Activity: Only the lines holding the string "stream" are needed; copy each of them from the data.

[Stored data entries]
BEGIN

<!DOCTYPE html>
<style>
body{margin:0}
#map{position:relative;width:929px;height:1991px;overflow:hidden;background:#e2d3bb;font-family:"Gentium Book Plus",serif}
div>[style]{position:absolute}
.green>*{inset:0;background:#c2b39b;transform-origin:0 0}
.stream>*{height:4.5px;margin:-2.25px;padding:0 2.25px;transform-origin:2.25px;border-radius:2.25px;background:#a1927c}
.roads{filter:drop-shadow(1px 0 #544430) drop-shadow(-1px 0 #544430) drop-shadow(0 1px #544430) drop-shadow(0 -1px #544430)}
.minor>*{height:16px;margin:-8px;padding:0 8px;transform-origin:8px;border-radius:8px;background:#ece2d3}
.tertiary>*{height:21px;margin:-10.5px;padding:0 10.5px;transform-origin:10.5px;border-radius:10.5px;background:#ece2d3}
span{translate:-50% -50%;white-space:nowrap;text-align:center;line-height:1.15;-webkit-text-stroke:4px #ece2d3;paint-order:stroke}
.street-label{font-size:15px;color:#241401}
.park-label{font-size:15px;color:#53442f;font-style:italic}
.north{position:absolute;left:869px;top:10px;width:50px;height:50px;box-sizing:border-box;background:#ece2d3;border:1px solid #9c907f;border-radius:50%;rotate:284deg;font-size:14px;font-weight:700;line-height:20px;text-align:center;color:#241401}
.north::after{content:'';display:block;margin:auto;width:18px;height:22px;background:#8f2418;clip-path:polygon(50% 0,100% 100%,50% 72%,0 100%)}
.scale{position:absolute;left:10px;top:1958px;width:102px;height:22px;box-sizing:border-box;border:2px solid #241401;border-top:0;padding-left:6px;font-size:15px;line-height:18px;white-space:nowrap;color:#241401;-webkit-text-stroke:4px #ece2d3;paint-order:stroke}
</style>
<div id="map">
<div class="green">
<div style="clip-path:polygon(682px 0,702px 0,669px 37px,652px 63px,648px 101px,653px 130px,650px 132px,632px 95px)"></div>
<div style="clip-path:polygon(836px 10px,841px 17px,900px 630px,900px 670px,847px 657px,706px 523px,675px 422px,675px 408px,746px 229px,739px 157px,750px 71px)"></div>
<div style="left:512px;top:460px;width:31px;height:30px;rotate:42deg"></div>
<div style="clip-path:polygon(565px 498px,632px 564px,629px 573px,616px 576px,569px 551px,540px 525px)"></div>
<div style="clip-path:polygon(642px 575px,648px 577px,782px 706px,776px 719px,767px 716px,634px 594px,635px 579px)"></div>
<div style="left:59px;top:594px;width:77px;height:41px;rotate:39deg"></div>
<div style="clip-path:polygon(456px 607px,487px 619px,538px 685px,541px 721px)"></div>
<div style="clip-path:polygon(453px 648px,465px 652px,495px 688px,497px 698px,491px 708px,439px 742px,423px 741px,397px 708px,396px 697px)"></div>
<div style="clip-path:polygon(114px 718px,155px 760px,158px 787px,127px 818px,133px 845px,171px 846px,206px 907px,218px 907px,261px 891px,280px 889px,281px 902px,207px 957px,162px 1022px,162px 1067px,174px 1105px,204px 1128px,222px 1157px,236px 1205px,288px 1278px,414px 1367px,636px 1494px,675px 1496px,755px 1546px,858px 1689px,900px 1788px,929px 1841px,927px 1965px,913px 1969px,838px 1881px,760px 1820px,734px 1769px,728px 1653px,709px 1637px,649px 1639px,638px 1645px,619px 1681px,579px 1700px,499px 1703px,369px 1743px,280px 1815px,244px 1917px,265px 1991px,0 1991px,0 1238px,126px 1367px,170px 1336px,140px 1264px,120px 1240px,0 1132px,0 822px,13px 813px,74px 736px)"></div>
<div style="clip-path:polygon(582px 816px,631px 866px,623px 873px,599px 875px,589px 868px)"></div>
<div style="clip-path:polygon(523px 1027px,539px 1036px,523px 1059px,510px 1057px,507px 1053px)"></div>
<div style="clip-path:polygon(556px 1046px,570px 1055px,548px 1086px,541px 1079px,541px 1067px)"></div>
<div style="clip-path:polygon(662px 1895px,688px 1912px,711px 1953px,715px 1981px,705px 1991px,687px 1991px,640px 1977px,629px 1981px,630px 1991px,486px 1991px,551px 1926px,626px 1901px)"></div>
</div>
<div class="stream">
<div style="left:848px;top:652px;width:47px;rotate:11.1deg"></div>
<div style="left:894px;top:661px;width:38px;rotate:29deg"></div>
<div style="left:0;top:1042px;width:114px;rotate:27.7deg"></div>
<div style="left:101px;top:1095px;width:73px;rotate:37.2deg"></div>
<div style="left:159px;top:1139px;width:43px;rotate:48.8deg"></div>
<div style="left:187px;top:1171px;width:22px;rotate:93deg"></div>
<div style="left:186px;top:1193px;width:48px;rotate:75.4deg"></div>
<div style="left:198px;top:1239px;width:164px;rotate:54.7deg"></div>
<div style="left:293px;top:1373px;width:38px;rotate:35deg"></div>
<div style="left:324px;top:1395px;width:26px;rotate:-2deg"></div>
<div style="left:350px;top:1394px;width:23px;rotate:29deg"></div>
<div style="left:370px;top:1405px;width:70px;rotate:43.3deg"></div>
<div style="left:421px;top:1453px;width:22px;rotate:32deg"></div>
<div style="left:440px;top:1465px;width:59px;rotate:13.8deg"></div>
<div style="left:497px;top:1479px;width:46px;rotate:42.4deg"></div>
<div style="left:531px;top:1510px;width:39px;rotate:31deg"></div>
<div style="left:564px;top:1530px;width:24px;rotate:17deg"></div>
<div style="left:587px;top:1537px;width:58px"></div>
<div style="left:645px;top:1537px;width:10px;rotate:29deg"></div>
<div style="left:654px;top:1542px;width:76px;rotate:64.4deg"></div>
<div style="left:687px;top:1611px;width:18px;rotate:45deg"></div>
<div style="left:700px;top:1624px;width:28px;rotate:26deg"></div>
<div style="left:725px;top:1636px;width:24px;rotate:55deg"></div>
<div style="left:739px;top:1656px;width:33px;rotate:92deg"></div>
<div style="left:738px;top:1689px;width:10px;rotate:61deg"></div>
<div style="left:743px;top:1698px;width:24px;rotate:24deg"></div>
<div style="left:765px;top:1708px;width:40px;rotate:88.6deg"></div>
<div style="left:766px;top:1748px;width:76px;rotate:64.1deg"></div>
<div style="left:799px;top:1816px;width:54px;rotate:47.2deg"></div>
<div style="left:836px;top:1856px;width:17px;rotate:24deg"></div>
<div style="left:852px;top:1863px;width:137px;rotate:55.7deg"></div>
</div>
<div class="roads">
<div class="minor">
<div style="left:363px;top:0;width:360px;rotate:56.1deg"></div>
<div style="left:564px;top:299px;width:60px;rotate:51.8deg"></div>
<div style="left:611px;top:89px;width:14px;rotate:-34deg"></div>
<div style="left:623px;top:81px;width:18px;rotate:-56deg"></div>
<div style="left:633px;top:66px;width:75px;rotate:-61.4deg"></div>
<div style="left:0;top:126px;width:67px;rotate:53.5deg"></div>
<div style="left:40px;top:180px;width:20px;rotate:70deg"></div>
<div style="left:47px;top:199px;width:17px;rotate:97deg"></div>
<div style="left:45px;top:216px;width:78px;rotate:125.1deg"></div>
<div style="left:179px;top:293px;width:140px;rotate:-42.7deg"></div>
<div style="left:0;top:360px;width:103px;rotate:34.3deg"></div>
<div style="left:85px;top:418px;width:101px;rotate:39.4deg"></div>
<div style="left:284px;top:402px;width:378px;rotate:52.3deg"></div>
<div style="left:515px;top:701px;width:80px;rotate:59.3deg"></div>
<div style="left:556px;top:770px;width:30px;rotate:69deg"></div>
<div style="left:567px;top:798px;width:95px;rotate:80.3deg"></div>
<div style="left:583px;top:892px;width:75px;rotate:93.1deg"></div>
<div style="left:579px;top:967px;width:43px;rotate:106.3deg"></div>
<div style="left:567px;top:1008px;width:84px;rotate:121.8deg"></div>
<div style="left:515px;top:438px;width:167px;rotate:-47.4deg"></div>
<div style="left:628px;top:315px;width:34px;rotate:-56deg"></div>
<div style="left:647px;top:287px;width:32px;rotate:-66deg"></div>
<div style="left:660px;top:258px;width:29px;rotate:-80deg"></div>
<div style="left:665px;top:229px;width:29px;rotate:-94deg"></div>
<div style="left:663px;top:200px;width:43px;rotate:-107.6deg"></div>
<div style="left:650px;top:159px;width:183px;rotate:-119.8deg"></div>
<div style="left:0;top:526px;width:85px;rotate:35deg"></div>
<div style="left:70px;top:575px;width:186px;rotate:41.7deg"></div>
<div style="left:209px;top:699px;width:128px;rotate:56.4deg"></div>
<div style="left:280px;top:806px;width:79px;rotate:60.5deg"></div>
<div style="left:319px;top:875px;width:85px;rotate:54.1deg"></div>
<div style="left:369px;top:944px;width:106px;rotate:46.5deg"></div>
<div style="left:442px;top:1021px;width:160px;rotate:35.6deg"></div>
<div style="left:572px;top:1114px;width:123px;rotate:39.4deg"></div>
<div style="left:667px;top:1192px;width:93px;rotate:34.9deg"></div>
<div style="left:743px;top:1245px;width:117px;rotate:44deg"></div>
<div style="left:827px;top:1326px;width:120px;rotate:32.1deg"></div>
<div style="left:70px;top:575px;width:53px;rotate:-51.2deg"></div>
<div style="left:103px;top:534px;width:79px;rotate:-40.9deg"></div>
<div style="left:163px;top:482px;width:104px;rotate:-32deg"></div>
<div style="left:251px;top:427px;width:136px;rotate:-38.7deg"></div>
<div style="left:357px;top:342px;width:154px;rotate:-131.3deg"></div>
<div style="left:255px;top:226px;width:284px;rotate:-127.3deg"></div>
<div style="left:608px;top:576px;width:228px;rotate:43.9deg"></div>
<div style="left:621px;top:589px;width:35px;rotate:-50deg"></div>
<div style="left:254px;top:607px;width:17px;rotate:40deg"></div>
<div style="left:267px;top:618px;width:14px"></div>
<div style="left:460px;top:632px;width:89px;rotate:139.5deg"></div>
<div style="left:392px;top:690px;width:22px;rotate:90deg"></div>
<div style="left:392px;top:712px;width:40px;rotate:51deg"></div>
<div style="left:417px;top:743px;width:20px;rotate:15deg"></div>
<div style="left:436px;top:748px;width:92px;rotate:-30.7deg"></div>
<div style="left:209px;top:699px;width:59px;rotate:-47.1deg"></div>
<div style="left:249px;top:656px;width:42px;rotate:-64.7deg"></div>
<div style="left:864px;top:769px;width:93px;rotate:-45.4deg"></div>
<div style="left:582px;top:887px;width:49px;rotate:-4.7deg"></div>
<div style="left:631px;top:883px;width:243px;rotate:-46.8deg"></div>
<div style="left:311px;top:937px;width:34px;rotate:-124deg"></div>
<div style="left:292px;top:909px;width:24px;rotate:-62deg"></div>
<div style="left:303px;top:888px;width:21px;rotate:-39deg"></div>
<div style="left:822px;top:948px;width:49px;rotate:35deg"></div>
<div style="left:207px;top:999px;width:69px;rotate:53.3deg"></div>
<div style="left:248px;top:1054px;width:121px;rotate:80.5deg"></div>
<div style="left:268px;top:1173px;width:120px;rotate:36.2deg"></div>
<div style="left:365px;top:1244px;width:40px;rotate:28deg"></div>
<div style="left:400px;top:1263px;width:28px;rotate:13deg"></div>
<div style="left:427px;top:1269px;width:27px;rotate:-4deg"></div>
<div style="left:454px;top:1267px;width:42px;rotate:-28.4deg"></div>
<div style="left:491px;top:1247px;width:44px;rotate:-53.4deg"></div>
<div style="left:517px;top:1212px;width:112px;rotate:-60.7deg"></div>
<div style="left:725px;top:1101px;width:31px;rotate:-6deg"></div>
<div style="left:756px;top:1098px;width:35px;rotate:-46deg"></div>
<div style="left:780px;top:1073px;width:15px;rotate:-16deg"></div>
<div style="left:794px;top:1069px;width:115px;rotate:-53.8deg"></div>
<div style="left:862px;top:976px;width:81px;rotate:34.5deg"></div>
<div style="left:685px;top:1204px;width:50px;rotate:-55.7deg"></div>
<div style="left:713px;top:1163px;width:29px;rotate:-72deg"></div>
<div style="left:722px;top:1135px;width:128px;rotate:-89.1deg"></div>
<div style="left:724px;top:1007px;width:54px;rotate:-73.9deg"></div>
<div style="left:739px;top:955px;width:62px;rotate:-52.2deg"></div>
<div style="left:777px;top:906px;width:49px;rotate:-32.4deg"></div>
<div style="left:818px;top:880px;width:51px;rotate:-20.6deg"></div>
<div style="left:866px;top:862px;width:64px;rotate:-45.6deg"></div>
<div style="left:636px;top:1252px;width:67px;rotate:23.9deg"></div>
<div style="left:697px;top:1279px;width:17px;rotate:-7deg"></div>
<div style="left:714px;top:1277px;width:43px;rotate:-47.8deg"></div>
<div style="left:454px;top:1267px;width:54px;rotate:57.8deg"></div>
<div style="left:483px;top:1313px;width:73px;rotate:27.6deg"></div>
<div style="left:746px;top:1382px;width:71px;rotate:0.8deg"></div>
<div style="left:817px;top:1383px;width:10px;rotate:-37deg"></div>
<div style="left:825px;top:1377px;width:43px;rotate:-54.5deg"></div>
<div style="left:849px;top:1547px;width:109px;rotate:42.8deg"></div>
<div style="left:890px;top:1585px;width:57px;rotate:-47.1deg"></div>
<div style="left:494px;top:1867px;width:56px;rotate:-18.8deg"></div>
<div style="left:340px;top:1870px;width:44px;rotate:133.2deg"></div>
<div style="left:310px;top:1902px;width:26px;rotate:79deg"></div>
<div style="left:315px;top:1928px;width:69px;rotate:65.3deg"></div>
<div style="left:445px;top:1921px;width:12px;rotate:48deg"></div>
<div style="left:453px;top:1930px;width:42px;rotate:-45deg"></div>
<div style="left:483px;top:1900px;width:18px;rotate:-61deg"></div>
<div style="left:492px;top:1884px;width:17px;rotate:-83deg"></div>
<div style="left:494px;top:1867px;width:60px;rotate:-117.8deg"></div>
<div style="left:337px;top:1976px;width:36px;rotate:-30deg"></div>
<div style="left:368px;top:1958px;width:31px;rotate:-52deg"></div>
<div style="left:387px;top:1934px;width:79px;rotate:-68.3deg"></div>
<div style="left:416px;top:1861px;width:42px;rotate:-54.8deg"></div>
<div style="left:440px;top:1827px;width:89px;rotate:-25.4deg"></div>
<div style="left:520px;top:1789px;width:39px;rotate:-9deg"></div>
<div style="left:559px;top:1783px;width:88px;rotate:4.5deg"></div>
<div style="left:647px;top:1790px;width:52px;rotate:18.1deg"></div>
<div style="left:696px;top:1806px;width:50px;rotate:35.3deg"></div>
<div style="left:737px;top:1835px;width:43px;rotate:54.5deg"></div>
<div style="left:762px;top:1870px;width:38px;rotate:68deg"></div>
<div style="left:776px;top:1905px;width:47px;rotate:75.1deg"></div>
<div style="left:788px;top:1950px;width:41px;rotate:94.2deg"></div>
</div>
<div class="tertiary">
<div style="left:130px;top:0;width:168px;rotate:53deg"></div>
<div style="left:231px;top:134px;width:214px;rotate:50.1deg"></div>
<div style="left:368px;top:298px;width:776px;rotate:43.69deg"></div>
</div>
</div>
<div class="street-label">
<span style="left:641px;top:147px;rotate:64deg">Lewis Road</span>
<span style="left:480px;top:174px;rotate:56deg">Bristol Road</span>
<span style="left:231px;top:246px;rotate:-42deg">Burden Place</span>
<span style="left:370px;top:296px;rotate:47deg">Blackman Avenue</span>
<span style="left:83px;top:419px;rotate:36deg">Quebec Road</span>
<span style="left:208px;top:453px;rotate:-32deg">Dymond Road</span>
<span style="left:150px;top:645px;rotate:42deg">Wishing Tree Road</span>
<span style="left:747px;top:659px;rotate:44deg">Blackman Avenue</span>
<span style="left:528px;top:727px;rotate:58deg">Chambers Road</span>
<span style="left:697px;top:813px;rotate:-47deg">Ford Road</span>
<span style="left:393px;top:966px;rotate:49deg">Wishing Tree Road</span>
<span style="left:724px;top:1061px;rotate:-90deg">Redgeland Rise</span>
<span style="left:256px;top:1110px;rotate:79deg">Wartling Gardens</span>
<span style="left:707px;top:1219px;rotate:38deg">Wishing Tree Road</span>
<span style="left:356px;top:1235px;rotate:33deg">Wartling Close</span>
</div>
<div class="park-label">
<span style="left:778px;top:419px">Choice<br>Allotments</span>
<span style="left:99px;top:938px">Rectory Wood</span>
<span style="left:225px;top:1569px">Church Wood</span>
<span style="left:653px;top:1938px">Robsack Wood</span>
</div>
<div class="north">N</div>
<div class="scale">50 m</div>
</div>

END

Answer section:
.stream>*{height:4.5px;margin:-2.25px;padding:0 2.25px;transform-origin:2.25px;border-radius:2.25px;background:#a1927c}
<div class="stream">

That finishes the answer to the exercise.